_Description of the task_.
All of the data below should be output exactly as given.

_Data shown_.
>>>>>

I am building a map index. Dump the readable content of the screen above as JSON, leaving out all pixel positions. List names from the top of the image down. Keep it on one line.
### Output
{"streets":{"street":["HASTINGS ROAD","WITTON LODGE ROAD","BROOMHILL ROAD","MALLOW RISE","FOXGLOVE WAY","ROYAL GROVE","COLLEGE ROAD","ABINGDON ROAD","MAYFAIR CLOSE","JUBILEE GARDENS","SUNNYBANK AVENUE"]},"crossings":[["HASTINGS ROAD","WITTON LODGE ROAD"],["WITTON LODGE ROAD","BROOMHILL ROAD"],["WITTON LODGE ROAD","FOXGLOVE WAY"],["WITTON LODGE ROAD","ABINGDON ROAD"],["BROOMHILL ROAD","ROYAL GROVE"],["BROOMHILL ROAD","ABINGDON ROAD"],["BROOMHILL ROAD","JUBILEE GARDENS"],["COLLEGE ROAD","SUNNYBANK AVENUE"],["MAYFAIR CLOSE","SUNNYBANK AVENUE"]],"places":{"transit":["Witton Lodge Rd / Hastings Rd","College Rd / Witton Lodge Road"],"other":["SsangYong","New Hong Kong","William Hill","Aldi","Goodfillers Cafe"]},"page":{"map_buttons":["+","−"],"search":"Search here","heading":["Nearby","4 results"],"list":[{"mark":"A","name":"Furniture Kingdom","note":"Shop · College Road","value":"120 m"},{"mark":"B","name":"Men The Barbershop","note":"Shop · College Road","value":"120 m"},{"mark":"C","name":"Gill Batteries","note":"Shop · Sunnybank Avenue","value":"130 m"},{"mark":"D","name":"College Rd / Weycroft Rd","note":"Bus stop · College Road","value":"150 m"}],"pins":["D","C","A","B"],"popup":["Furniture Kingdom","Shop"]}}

<<<<<

_Response below_.
I am building a map index. Dump the readable content of the screen above as JSON, leaving out all pixel positions. List names from the top of the image down. Keep it on one line.
### Output
{"streets":{"street":["HASTINGS ROAD","WITTON LODGE ROAD","BROOMHILL ROAD","MALLOW RISE","FOXGLOVE WAY","ROYAL GROVE","COLLEGE ROAD","ABINGDON ROAD","MAYFAIR CLOSE","JUBILEE GARDENS","SUNNYBANK AVENUE"]},"crossings":[["HASTINGS ROAD","WITTON LODGE ROAD"],["WITTON LODGE ROAD","BROOMHILL ROAD"],["WITTON LODGE ROAD","FOXGLOVE WAY"],["WITTON LODGE ROAD","ABINGDON ROAD"],["BROOMHILL ROAD","ROYAL GROVE"],["BROOMHILL ROAD","ABINGDON ROAD"],["BROOMHILL ROAD","JUBILEE GARDENS"],["COLLEGE ROAD","SUNNYBANK AVENUE"],["MAYFAIR CLOSE","SUNNYBANK AVENUE"]],"places":{"transit":["Witton Lodge Rd / Hastings Rd","College Rd / Witton Lodge Road"],"other":["SsangYong","New Hong Kong","William Hill","Aldi","Goodfillers Cafe"]},"page":{"map_buttons":["+","−"],"search":"Search here","heading":["Nearby","4 results"],"list":[{"mark":"A","name":"Furniture Kingdom","note":"Shop · College Road","value":"120 m"},{"mark":"B","name":"Men The Barbershop","note":"Shop · College Road","value":"120 m"},{"mark":"C","name":"Gill Batteries","note":"Shop · Sunnybank Avenue","value":"130 m"},{"mark":"D","name":"College Rd / Weycroft Rd","note":"Bus stop · College Road","value":"150 m"}],"pins":["D","C","A","B"],"popup":["Furniture Kingdom","Shop"]}}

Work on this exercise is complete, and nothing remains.